Genie is a foundation world model trained on 200k hours of internet videos that can generate interactive, playable 2D environments from a single image prompt. Unlike traditional world models that require action labels, Genie learns latent action representations directly from video, enabling training on vast unlabeled video datasets.
Action-free world model training:
- Learns latent actions from video alone (no action labels)
- Generates playable environments from single images
- Spatiotemporal transformer architecture
- Trained on internet-scale video data (200k hours)
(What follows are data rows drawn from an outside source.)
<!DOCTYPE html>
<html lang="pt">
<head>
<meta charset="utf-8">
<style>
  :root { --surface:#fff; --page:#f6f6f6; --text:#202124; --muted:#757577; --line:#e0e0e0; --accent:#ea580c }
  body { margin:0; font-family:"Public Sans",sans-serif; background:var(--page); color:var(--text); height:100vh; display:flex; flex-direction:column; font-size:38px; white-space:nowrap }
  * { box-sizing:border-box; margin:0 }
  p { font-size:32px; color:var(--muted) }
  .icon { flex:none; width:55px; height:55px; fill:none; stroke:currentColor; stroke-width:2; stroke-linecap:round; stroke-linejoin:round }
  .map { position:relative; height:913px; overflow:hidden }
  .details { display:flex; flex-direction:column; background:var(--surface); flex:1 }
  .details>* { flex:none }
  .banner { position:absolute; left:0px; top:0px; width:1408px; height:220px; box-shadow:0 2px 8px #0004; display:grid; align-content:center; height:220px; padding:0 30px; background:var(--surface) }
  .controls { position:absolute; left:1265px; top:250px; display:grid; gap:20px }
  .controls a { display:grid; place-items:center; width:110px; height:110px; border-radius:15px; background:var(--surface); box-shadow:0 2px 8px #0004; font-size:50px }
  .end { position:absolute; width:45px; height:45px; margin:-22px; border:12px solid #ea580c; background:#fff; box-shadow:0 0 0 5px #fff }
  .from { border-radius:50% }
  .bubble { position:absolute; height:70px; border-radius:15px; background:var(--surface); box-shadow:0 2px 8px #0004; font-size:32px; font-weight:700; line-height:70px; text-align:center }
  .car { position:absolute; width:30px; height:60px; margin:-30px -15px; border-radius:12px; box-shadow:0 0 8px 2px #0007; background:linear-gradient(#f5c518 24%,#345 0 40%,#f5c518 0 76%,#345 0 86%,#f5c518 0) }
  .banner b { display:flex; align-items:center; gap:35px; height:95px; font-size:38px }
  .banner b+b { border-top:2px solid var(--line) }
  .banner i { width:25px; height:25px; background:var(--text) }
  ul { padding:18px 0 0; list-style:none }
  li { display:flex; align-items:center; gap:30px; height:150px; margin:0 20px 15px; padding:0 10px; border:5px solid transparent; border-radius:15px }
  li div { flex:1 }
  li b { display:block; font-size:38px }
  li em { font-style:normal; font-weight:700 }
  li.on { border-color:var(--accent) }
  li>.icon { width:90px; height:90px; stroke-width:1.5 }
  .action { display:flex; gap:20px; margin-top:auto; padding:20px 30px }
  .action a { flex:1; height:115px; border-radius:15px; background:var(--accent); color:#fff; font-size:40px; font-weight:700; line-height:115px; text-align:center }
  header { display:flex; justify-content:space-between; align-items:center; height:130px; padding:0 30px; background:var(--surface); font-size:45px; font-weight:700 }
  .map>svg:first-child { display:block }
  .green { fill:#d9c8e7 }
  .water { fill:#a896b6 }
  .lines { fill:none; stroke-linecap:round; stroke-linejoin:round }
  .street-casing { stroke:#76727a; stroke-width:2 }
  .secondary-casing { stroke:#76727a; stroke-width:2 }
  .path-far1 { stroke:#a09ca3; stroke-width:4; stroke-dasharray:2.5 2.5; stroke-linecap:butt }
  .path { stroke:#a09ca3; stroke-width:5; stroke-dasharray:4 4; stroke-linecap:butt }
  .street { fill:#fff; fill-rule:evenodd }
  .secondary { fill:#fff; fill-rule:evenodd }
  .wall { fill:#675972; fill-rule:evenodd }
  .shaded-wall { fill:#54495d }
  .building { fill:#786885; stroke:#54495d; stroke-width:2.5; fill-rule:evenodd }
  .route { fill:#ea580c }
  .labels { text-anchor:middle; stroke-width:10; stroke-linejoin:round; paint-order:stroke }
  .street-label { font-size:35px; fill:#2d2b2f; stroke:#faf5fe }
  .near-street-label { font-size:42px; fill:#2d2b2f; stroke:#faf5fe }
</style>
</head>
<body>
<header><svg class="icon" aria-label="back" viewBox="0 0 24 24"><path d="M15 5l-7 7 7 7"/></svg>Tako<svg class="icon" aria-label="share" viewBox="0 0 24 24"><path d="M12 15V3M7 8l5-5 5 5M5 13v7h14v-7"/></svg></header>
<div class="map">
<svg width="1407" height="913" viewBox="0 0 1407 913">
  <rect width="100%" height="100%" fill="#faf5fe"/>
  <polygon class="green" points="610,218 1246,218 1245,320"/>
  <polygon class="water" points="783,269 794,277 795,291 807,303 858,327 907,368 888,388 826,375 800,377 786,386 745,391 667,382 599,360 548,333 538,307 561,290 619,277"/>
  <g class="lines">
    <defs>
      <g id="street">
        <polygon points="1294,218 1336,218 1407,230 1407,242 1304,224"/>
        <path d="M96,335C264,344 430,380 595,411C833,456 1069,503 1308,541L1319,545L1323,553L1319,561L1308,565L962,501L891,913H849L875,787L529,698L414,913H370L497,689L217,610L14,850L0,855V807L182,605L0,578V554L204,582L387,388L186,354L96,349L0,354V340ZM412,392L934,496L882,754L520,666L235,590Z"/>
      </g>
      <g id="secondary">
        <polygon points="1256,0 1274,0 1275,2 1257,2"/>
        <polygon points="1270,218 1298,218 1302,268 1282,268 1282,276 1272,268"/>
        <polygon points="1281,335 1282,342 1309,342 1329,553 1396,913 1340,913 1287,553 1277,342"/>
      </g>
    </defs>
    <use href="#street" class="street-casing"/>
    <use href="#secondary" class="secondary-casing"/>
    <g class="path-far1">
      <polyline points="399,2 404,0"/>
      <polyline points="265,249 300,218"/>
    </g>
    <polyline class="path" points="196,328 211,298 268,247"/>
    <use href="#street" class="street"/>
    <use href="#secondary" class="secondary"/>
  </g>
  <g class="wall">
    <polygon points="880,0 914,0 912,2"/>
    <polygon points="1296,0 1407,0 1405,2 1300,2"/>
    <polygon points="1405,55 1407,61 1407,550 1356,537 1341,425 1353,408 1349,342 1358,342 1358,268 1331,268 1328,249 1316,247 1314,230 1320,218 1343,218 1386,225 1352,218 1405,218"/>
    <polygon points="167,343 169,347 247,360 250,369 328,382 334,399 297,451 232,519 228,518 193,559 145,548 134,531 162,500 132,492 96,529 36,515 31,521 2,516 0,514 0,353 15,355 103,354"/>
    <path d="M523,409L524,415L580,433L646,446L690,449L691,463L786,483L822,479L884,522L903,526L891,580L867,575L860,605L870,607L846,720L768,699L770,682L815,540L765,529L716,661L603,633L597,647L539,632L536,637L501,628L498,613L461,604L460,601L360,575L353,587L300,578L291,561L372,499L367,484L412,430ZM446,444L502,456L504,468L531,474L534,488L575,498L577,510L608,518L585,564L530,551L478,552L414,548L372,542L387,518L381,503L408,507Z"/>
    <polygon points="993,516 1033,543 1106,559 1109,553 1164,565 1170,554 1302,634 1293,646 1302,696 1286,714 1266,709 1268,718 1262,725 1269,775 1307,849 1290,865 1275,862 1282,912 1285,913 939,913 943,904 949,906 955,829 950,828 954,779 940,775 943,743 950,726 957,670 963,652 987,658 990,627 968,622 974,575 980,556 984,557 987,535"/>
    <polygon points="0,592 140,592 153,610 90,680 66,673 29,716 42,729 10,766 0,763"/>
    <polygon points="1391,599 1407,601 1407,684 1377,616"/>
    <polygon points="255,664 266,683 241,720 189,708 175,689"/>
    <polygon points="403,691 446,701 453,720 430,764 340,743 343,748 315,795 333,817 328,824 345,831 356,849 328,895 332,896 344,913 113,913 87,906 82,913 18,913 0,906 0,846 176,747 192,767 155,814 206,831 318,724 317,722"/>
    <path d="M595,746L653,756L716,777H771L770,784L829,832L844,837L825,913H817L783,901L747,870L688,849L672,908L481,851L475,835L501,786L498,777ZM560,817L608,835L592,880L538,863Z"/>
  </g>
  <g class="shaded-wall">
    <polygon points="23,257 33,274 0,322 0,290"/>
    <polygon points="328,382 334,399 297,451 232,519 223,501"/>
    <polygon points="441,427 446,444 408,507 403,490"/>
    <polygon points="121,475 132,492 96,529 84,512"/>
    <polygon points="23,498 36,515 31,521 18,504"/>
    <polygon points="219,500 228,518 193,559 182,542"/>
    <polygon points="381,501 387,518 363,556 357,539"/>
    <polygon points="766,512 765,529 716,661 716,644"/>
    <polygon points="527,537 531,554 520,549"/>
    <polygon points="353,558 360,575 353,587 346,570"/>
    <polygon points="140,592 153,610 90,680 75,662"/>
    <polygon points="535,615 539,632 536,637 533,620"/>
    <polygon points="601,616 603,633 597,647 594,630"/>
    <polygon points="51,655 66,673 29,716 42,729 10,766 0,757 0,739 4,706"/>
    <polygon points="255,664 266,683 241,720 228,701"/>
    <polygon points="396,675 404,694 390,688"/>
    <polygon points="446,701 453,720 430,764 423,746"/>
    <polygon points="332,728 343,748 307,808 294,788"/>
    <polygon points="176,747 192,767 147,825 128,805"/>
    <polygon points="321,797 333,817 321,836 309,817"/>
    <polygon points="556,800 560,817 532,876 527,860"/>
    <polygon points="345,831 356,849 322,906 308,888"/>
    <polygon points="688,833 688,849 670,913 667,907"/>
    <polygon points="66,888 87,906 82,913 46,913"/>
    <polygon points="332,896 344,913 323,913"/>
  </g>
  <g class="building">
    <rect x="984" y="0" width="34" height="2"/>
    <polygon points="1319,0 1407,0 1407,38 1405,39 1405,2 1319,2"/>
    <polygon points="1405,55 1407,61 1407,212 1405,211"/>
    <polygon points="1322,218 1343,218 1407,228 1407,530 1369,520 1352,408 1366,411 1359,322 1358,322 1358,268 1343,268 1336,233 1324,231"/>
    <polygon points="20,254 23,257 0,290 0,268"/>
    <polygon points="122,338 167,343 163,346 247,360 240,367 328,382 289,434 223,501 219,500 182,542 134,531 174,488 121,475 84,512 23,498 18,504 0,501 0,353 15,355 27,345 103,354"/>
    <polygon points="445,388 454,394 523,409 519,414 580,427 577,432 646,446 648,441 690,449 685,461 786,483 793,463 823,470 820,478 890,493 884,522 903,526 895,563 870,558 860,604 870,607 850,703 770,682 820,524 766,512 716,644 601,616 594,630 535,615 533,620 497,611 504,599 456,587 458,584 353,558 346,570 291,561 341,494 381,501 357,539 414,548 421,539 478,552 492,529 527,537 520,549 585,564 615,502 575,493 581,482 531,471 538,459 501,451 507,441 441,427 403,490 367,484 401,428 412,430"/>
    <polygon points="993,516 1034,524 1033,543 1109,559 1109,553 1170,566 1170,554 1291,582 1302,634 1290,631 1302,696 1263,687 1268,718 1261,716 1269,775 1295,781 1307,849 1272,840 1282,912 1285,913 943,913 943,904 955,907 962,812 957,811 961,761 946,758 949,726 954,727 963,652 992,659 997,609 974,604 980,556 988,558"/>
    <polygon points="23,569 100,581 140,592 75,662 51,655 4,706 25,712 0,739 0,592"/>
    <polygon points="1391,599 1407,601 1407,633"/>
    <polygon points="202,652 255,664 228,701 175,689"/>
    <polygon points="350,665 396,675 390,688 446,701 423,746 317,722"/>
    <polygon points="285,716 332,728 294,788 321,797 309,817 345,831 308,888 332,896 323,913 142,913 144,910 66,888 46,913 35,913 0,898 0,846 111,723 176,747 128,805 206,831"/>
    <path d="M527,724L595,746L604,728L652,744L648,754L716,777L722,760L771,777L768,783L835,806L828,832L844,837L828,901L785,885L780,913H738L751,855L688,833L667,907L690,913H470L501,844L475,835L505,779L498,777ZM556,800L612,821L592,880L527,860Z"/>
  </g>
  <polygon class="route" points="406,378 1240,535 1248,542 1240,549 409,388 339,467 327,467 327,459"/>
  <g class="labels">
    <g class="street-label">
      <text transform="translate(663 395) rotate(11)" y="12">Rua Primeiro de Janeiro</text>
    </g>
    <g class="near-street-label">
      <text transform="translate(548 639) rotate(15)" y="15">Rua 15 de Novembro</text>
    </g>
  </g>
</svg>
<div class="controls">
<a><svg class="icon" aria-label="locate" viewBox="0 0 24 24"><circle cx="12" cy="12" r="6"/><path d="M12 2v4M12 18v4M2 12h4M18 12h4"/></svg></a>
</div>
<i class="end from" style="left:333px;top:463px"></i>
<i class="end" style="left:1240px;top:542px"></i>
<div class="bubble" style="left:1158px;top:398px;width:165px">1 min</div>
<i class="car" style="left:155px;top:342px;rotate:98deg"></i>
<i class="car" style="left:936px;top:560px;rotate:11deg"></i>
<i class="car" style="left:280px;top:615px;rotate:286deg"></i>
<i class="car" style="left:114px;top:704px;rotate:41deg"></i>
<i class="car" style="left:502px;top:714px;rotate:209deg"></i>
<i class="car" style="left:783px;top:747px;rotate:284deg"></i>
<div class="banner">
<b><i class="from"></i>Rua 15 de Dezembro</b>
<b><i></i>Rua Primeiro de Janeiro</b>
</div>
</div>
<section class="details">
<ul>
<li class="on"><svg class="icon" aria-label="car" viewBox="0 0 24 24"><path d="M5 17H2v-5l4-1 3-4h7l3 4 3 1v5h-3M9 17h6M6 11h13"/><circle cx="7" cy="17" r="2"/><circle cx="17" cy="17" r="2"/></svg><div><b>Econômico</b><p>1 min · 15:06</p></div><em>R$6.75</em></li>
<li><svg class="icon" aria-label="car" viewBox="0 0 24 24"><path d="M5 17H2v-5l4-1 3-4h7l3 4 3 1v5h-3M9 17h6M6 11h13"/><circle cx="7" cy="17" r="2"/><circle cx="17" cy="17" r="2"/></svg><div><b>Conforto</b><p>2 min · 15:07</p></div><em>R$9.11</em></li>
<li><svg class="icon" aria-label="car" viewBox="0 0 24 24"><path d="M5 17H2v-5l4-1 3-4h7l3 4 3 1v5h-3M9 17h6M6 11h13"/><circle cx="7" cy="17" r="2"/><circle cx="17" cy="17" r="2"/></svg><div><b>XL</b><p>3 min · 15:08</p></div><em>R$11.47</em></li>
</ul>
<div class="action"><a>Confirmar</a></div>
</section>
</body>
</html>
- Can create interactive game-like environments
Traditional world models face significant limitations:
- Require action labels: Need expensive human annotations or access to game/simulator internals
- Limited training data: Constrained to environments with available action information
- Not generalizable: Cannot leverage vast amounts of unlabeled video on the internet
- Domain-specific: Trained for specific games or tasks
Genie solves these through:
- Unsupervised action discovery: Learns latent action space from video transitions alone
- Internet-scale training: Trains on 200k hours of unlabeled platform gameplay videos
- Controllable generation: Maps discovered actions to user controls for interactive play
- Zero-shot transfer: Generates new environments from single image prompts
Genie learns a world model with latent actions discovered from video:
Standard world model (requires actions):
s_t+1 = f(s_t, a_t) # a_t is observed/labeled
Genie (action-free):
a_t^latent = infer(s_t, s_t+1) # Infer latent action from transition
ŝ_t+1 = f(s_t, a_t^latent) # Predict next frame
The key insight is that consistent patterns in video transitions reveal an underlying action structure, even without labels.